BACKGROUND OF THE INVENTION
Many of today's microprocessors incorporate structures known as instruction pipelines. Instruction pipelines increase the efficiency of a processor by enabling a processor to simultaneously process a plurality of instructions. Instruction pipelines can be thought of as instruction assembly lines. Instruction
—
0 enters the first stage of the pipeline while Instruction
—
1 is simultaneously processed in the second stage of the pipeline, Instruction
—
2 is simultaneously processed in the third stage of the pipeline, and so on. Periodically, a new instruction is clocked into the instruction pipeline, and each instruction being processed in the pipeline is passed to the next stage of the pipeline, or is output from the pipeline.
To maximize instruction execution efficiency, it is desirable to keep instruction pipelines full as often as possible (with an instruction being processed in each stage of the pipeline) such that each periodic clocking of the instruction pipeline produces a useful output. However, whenever 1) there has been a transfer of program flow control from one section of program code to another, 2) instructions have been speculatively fetched and processed, and 3) it is determined that the speculatively fetched and processed instructions should not have been processed, an instruction pipeline will produce an output that is not useful. For each clock cycle that an instruction pipeline produces an output that is not useful, the instruction pipeline has a negative impact on a processor's efficiency.
Program flow control instructions such as branch instructions are one means by which program flow control can be transferred from one section of program code to another. Branch instructions can be conditional or unconditional. A conditional branch instruction determines program flow control based on the resolution of a specified condition. An unconditional branch instruction always results in a transfer of program flow control.
“Branch to instruction X if A>B” is one example of a conditional branch instruction. If A>B, program control flow will transfer to a section of program code beginning with instruction X (i.e., a target code section). If A≦B, program control flow will continue with a section of program code which sequentially follows the conditional branch instruction (i.e., a sequential code section).
Since instruction pipelines can be several stages deep, conditional branch instructions are often fetched before the conditions specified in the branch instructions can be resolved. A processor must therefore predict whether branches will be taken or not taken.

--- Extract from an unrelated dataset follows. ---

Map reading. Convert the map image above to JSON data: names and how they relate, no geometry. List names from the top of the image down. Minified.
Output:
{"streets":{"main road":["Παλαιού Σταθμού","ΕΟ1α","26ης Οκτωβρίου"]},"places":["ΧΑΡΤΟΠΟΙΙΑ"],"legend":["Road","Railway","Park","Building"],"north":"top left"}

After a prediction is made, instructions are speculatively fetched from either a target code section (if a branch is predicted to be taken) or a sequential code section (if a branch is predicted to be not taken).

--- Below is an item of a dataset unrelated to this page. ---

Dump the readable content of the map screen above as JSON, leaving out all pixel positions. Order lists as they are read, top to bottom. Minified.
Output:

Although many branch prediction algorithms exist, mispredictions still occur. By the time a misprediction is identified, it is possible for an instruction pipeline to be operating on many instructions which were fetched from an incorrect code section. On encountering such a misprediction, misfetched instructions which are being processed in one or more pipelines must be flushed from the pipelines, and instructions from the correct code section must be fetched and processed through the pipelines.
When flushing instructions from a pipeline, bubbles (or gaps) are injected into the pipeline. Unfortunately, pipeline flushing sometimes makes it necessary to clock a pipeline through several clock cycles before the instruction pipeline can once again produce a useful output. Since conditional branch instructions and other program flow control instructions are prevalent in program code (e.g., sometimes on the order of once every five instructions), the cumulative effect of branch misprediction can have a significant and detrimental impact on a processor's performance, even when branch prediction accuracy is relatively high.

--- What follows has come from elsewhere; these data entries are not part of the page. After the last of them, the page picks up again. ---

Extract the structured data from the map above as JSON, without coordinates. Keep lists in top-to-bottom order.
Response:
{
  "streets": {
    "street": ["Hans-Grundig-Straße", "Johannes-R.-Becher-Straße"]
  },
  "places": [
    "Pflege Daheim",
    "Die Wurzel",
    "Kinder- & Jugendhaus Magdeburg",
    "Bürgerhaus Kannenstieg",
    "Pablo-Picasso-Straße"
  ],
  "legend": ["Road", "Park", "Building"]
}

A table of branch prediction history counts can be stored in any one of a number of cache types, including a direct mapped cache, a set-associative cache, and a non-tagged, n-way cache. However, most forms of these caches suffer from cache conflicts and/or aliasing.
Assuming that a cache is designed to store a table of branch prediction history counts, a cache conflict occurs when a count associated with address A and a count associated with address B need to be stored in the same cache entry. Cache conflicts may be reduced by, for example, increasing the size of a cache or implementing the cache as a set-associative cache (i.e., storing tags in a cache) or non-tagged, n-way cache.
Aliasing occurs when an attempt is made to read a count associated with address A from a cache, and instead, a count associated with address B is read from the cache. Aliasing can therefore lead to false hits being generated by a cache (i.e., a hit on data which is not the desired data).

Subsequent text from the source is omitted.